When the corporate banks from Wall Street to Canary Wharf came tumbling down in 2008/9 many commentators were proclaiming that the neoliberal project had reached its endgame. It was none other than the Nobel Prizewinning economist Joseph Stiglitz who noted at the time that:
Today, there is a mismatch between social and private returns. Unless they are closely aligned, the market system cannot work well. Neo-liberal market fundamentalism was always a political doctrine serving certain interests. It was never supported by economic theory. Nor, it should now be clear, is it supported by historical experience. Learning this lesson may be the silver lining in the cloud now hanging over the global economy. (Stiglitz 2008: 2)

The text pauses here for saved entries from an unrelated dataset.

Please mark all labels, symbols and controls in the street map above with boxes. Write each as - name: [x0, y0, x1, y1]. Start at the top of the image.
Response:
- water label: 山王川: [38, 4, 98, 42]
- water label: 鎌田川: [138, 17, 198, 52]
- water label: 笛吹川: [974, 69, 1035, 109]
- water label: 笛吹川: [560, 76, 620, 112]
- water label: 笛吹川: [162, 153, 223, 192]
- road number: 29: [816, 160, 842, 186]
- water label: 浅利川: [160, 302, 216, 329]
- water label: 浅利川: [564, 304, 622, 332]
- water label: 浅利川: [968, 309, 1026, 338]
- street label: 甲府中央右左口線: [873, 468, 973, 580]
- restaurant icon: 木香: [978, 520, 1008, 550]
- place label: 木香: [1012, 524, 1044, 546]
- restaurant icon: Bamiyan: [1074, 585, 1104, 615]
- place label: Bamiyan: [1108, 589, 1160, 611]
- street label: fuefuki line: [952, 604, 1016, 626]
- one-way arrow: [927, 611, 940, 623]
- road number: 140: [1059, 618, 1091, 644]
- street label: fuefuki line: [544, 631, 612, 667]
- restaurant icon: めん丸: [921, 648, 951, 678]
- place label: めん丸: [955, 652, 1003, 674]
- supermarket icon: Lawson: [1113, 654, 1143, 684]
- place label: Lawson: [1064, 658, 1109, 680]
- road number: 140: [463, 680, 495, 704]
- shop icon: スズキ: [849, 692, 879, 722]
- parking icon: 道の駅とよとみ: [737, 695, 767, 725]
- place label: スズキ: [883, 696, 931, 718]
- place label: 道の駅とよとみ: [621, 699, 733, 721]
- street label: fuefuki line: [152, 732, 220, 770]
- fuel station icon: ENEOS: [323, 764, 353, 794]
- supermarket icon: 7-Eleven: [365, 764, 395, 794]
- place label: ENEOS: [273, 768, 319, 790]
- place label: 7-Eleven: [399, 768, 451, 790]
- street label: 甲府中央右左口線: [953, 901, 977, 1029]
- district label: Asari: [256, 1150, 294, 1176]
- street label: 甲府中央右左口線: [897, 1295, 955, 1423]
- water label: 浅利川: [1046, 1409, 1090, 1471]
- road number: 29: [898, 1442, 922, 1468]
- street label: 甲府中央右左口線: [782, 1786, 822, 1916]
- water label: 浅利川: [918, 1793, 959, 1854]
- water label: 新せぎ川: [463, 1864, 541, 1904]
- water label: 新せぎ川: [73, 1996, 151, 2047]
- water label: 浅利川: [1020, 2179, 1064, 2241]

However, far from heralding a new settlement, with the instigation of a dual-track policy of bailouts of the banks and austerity, as Belzer and Wayne (2017) note, since 2008 we have seen the ‘greatest theft from the public in our entire history’. And far from witnessing its demise, we have seen an intensification of neoliberalism, with the consequences most acutely felt by those least able to resist its impacts, resulting, among other things, in a rapid rise in poverty and inequality. A report by Oxfam, for example, estimates that between 2010 and 2020, 25% of British children will be living in poverty and an additional ‘1.5 million working-age adults are expected to fall into poverty, bringing the total to 17.5 per cent of this group’ (Oxfam 2013: 2). Other effects of austerity are a significant rise in suicide rates, particularly among older males and disabled people (Antonakakis and Collins 2015; MacKenzie 2015).